**ACTION ITEM**
In the records, find every line with the word "street" and copy it out.

**SUPPLIED MATERIAL**
* * * * * * * * *

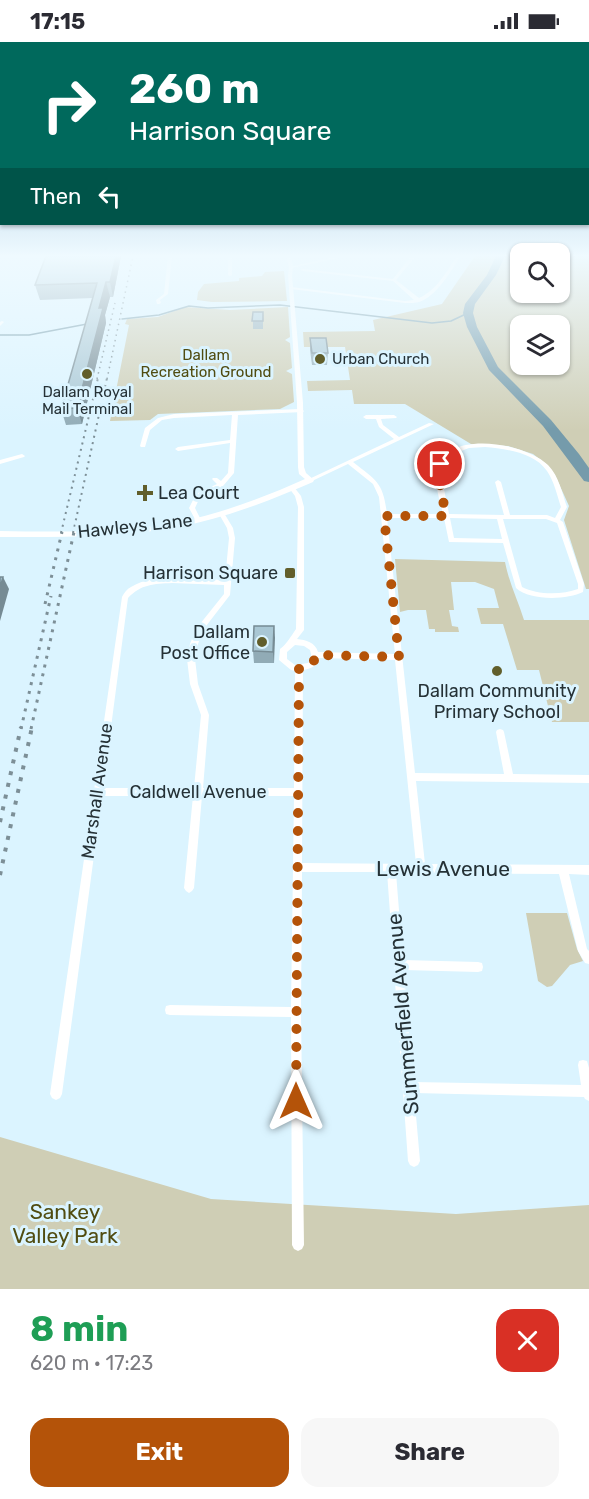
<!DOCTYPE html>
<meta charset="utf-8">
<style>
:root{--surface:#fff;--page:#f7f7f7;--text:#2b2b33;--muted:#7c7c81;--accent:#b45309}
body{margin:0;font-family:Rubik,sans-serif;background:var(--page);color:var(--text);height:100vh;display:flex;flex-direction:column;font-size:22px;white-space:nowrap}
*{box-sizing:border-box;margin:0}
p{font-size:20px;color:var(--muted)}
.icon{flex:none;width:33px;height:33px;fill:none;stroke:currentColor;stroke-width:2;stroke-linecap:round;stroke-linejoin:round}
.map{position:relative;height:1247px;overflow:hidden}
.details{display:flex;flex-direction:column;background:var(--surface);flex:1}
.details>*{flex:none}
.banner{position:absolute;left:0px;top:0px;width:590px;height:183px;box-shadow:0 2px 4px #0004;background:#00695c;color:#fff;overflow:hidden}
.tools{position:absolute;left:510px;top:201px;display:grid;gap:12px}
.tools a{display:grid;place-items:center;width:60px;height:60px;border-radius:12px;background:var(--surface);box-shadow:0 2px 4px #0004;font-size:30px}
.pin{position:absolute;display:grid;place-items:center;width:51px;height:51px;color:#fff;margin:-26px;border:3px solid #fff;border-radius:50%;box-shadow:0 2px 6px #0007}
.me{position:absolute;width:66px;margin:-33px;rotate:0deg;stroke-linejoin:round;filter:drop-shadow(0 0 4px #0008)}
.turn{display:flex;align-items:center;gap:21px;height:126px;padding:0 30px;font-size:27px}
.turn .icon{width:78px;height:78px;stroke-width:2.5}
.turn b{display:block;font-size:42px;line-height:51px}
.then{display:flex;align-items:center;height:57px;padding:0 30px;background:#0003;gap:12px;font-size:22px}
.round{display:grid;place-items:center;flex:none;width:63px;height:63px;border-radius:18px;background:var(--page)}
.summary{display:flex;align-items:center;justify-content:space-between;height:102px;padding:0 30px}
h1{font-size:36px;font-weight:700;line-height:45px;color:#1e9e55}
.cta{display:flex;gap:12px;margin-top:auto;padding:12px 30px}
.cta a{flex:1;height:69px;border-radius:18px;background:var(--accent);color:#fff;font-size:24px;font-weight:700;line-height:69px;text-align:center}
.cta a+a{background:var(--page);color:var(--text)}
.status{display:flex;justify-content:space-between;align-items:center;height:42px;padding:0 30px;background:var(--surface);direction:ltr}
.status svg{height:16px;fill:currentColor}
.map>svg:first-child{display:block}
.green{fill:#cfceb5;fill-rule:evenodd}
.lines{fill:none;stroke-linecap:round;stroke-linejoin:round}
.stream{stroke:#759bab;stroke-width:1.5}
.river{fill:#759bab;fill-rule:evenodd}
.minor{fill:#fff;fill-rule:evenodd}
.tertiary{fill:#fff;fill-rule:evenodd}
.rail-far3{stroke:#7d8f97;stroke-width:1.5;stroke-dasharray:1.5 4;stroke-linecap:butt}
.rail-far2{stroke:#7d8f97;stroke-width:2;stroke-dasharray:2 4.5;stroke-linecap:butt}
.rail-far1{stroke:#7d8f97;stroke-width:3;stroke-dasharray:3 6;stroke-linecap:butt}
.rail{stroke:#7d8f97;stroke-width:4;stroke-dasharray:4 8;stroke-linecap:butt}
.wall{fill:#91abb6}
.shaded-wall{fill:#768b94}
.building{fill:#a9c7d4;stroke:#768b94;stroke-width:1.5}
.route{stroke:#b45309;stroke-width:10;stroke-dasharray:0 18}
.poi-dot{fill:#615e2b;stroke:#dbf4ff;stroke-width:2}
.labels{text-anchor:middle;stroke-width:6;stroke-linejoin:round;paint-order:stroke}
.far-park-label{font-size:15px;fill:#504c11;stroke:#dbf4ff}
.far-poi-label{font-size:15px;fill:#253136;stroke:#dbf4ff;text-anchor:start}
.poi-label{font-size:18px;fill:#253136;stroke:#dbf4ff;text-anchor:end}
.street-label{font-size:18px;fill:#253136;stroke:#dbf4ff}
.near-street-label{font-size:21px;fill:#253136;stroke:#dbf4ff}
.near-park-label{font-size:21px;fill:#504c11;stroke:#dbf4ff}
</style>
<div class="status"><b>17:15</b><svg viewBox="0 0 49 12"><path d="M0 12V9h3v3zM5 12V6h3v6zM10 12V3h3v9zM15 12V0h3v12zM26 1h20v11H26zM47 4h2v5h-2z"/></svg></div>
<div class="map">
<svg width="589" height="1247" viewBox="0 0 589 1247">
<rect width="100%" height="100%" fill="#dbf4ff"/>
<g class="green">
<path d="M475,214H520V250H560V214H589V547H586L564,478L569,464L555,433L546,422L533,412L508,404L471,402L405,362H354L352,348L308,349L307,339L350,338L345,305H304L303,290L375,289L373,278L442,262ZM520,284H560V322H520Z"/>
<polygon points="284,229 287,259 212,260 197,258 198,250 204,242 239,239 239,236 262,234 265,230"/>
<polygon points="185,265 230,268 288,265 290,295 285,298 290,301 292,326 286,329 292,332 294,360 280,367 158,372 150,378 110,379 129,283 125,282 127,277 158,275"/>
<path d="M395,517L505,520C509,541 518,558 524,578H589V680H552L539,628H517L503,582H481L477,566H499L494,547L475,540H451L454,568H449L452,584L458,585L459,590H435V587H429L426,568H408L400,570Z"/>
<polygon points="526,871 567,871 577,907 583,919 570,923 552,944 547,945 538,939"/>
<polygon points="0,1095 211,1157 456,1172 589,1163 589,1247 0,1247"/>
</g>
<g class="lines">
<g class="stream">
<polyline points="122,277 159,273 189,264 208,266 280,263 432,281 451,279 468,271"/>
<polyline points="0,293 29,293 87,282"/>
</g>
<polygon class="river" points="496,214 505,214 496,233 475,262 473,271 477,285 498,325 551,378 579,412 589,426 589,440 584,439 543,384 489,328 467,285 463,271 465,262 487,233"/>
<g class="minor">
<polygon points="168,214 172,214 168,252 160,258 161,261 159,262 157,262 156,258 164,252"/>
<polygon points="228,214 232,214 232,233 230,234 228,233"/>
<polygon points="339,214 350,214 291,226 289,225"/>
<path d="M411,214H416L396,238L419,256C437,248 446,230 457,214H461C450,230 437,254 419,260C416,261 409,261 405,261L291,247L289,246L291,245L405,259L414,258L393,239L303,229L301,228L303,227L393,237Z"/>
<polygon points="2,279 4,280 0,284 0,280"/>
<polygon points="301,367 304,369 303,370 238,373 234,431 223,444 201,453 195,466 201,478 198,480 196,479 189,466 196,452 217,442 212,437 213,436 217,436 221,439 228,431 230,401 178,409 175,407 178,405 230,398 232,373 174,376 162,378 150,388 145,405 141,405 140,404 145,386 158,376 174,372"/>
<path d="M394,373L397,375L396,376L381,377L383,383L399,395L429,381L434,382L353,420C377,439 383,440 387,472H443C441,464 434,438 435,431C442,386 525,400 548,423C559,434 562,451 567,465L560,478L563,480L584,542L583,550C567,558 530,559 516,546L503,501L449,500L444,476H387L415,731L504,732L496,690L497,688L500,687L503,688L504,690L513,732L589,733V741L416,739L425,822L589,823V833L569,832L587,907L589,909V922L585,921L578,909L559,832L396,831L403,918L478,920L482,921L483,925L482,929L478,930L404,928L413,1040L581,1043L578,1023L579,1019L583,1018L587,1019L589,1026V1059L585,1057L584,1055L414,1051L420,1119L418,1123L414,1125L410,1123L408,1119L387,830H302L301,970L304,1203L302,1207L298,1209L294,1207L292,1203L291,975L170,973L166,972L165,968L166,964L170,963L291,965L294,754H202L194,846L192,849L189,851L186,849L184,846L193,754H102L62,1052L60,1056L56,1058L52,1056L50,1052L122,555C124,551 127,547 131,545C155,530 198,537 225,538L229,496L227,486L219,472L222,470L224,471L233,486L235,496L230,553L203,588L198,602L195,617L198,642L209,673L203,746H294L295,629L291,628L279,618L280,607C287,602 291,594 296,587L298,465L295,454L289,446L290,445H294L301,454L304,465V588L297,597C306,598 315,600 318,610L395,612L379,455L373,442L348,422L312,439L310,440L307,438L394,397L379,385L376,377H366L363,375L366,373ZM485,405C506,407 534,410 547,429C554,439 557,453 561,465L555,476L547,473H510L501,440L498,438L495,440L504,473L449,472L441,432L446,419L456,411L469,406ZM450,476L497,477L502,497L454,496ZM503,477H546L557,481L578,542V547C562,553 537,553 522,545ZM172,541L224,543V552L196,587L190,602L187,617L190,642L201,673L194,746H103L128,556C141,542 154,542 172,541ZM295,603L304,604L310,608L312,616L308,621L295,623L287,617V610ZM319,616L395,618L416,822L302,821L303,628C311,627 317,624 319,616Z"/>
<polygon points="22,412 25,414 24,415 0,422 0,418"/>
</g>
<path class="tertiary" d="M286,214H291L293,225L292,233L303,361L304,425L306,431L314,438L313,440C269,459 225,476 178,485C120,496 59,495 0,495V489C60,490 120,491 179,480C223,471 265,455 305,437L299,432L298,425L297,361L288,233L289,225Z"/>
<g class="rail-far3">
<polyline points="97,337 115,261"/>
<polyline points="107,337 133,214"/>
</g>
<g class="rail-far2">
<polyline points="61,491 98,336"/>
<polyline points="73,491 107,336"/>
</g>
<g class="rail-far1">
<polyline points="45,562 62,490"/>
<polyline points="21,687 51,554"/>
<polyline points="31,687 74,490"/>
</g>
<g class="rail">
<polyline points="0,780 21,685"/>
<polyline points="0,833 32,685"/>
</g>
</g>
<g class="wall">
<polygon points="121,214 113,255 110,255 105,273 106,281 82,382 66,383 61,367 93,256 40,258 35,243"/>
<rect x="253" y="270" width="10" height="17"/>
<polygon points="310,296 328,311 327,323 312,323 310,308"/>
<polygon points="274,584 274,621 254,621 253,609"/>
</g>
<g class="shaded-wall">
<polygon points="116,214 121,214 113,255 110,240"/>
<polygon points="106,240 110,255 105,273 106,281 82,382 77,366 99,266"/>
<polygon points="3,535 9,547 0,579 0,546"/>
<polygon points="274,584 275,596 274,621 273,610"/>
</g>
<g class="building">
<polygon points="46,214 116,214 110,240 106,240 99,266 103,266 77,366 61,367 97,241 35,243"/>
<polygon points="253,270 263,270 263,279 252,279"/>
<polygon points="310,296 326,296 328,311 312,311"/>
<polygon points="0,535 3,535 0,546"/>
<polygon points="254,584 274,584 273,610 253,609"/>
</g>
<linearGradient id="sky" x2="0" y2="1"><stop stop-color="#7aaad0"/><stop offset="0.55" stop-color="#effaff"/><stop offset="1" stop-color="#effaff" stop-opacity="0"/></linearGradient>
<rect width="589" height="389" fill="url(#sky)"/>
<g class="lines">
<polyline class="route" points="296,1059 299,627 313,621 316,613 399,615 384,474 446,474 438,432 440,422"/>
</g>
<g class="poi-dot">
<circle cx="320" cy="317" r="6"/>
<circle cx="87" cy="332" r="6"/>
<path d="M142 442h6v6h6v6h-6v6h-6v-6h-6v-6h6z"/>
<rect x="284" y="525" width="12" height="12" rx="3"/>
<circle cx="262" cy="600" r="6"/>
<circle cx="497" cy="629" r="6"/>
</g>
<g class="labels">
<g class="far-park-label">
<text x="206" y="318">Dallam<tspan x="206" dy="17">Recreation Ground</tspan></text>
</g>
<g class="far-poi-label">
<text x="332" y="322">Urban Church</text>
<text x="87" y="355" text-anchor="middle">Dallam Royal<tspan x="87" dy="17">Mail Terminal</tspan></text>
</g>
<g class="poi-label">
<text x="158" y="457" text-anchor="start">Lea Court</text>
<text x="278" y="537">Harrison Square</text>
<text x="250" y="596">Dallam<tspan x="250" dy="21">Post Office</tspan></text>
<text x="497" y="655" text-anchor="middle">Dallam Community<tspan x="497" dy="21">Primary School</tspan></text>
</g>
<g class="street-label">
<text transform="translate(135 484) rotate(-6)" y="6">Hawleys Lane</text>
<text transform="translate(97 749) rotate(-82)" y="6">Marshall Avenue</text>
<text x="198" y="756">Caldwell Avenue</text>
</g>
<g class="near-street-label">
<text x="443" y="834">Lewis Avenue</text>
<text transform="translate(403 972) rotate(-95)" y="7">Summerfield Avenue</text>
</g>
<g class="near-park-label">
<text x="65" y="1177">Sankey<tspan x="65" dy="24">Valley Park</tspan></text>
</g>
</g>
</svg>
<div class="tools">
<a><svg class="icon" aria-label="search" viewBox="0 0 24 24"><circle cx="10" cy="10" r="6"/><path d="M15 15l6 6"/></svg></a>
<a><svg class="icon" aria-label="layers" viewBox="0 0 24 24"><path d="M12 4l9 5-9 5-9-5zM3 14l9 5 9-5"/></svg></a>
</div>
<div class="pin" style="left:440px;top:422px;background:#d93025"><svg class="icon" aria-label="arrive" viewBox="0 0 24 24"><path d="M6 21V4h12l-3 4 3 4H6"/></svg></div>
<svg class="me" style="left:296px;top:1059px" viewBox="-20 -20 40 40"><path d="M0-17L14 15 0 8-14 15z" fill="#b45309" stroke="#fff" stroke-width="4"/></svg>
<div class="banner">
<div class="turn"><svg class="icon" aria-label="right" viewBox="0 0 24 24"><path d="M7 20v-9h11M14 6l5 5-5 5"/></svg><div><b>260 m</b>Harrison Square</div></div>
<div class="then">Then<svg class="icon" aria-label="left" viewBox="0 0 24 24"><path d="M17 20v-9H6M10 6l-5 5 5 5"/></svg></div>
</div>
</div>
<section class="details">
<div class="summary"><div><h1>8 min</h1><p>620 m · 17:23</p></div><a class="round" style="background:#d93025;color:#fff"><svg class="icon" aria-label="close" viewBox="0 0 24 24"><path d="M6 6l12 12M18 6L6 18"/></svg></a></div>
<div class="cta"><a>Exit</a><a>Share</a></div>
</section>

* * * * * * * * *

**RESPONSE AREA**
.street-label{font-size:18px;fill:#253136;stroke:#dbf4ff}
.near-street-label{font-size:21px;fill:#253136;stroke:#dbf4ff}
<g class="street-label">
<g class="near-street-label">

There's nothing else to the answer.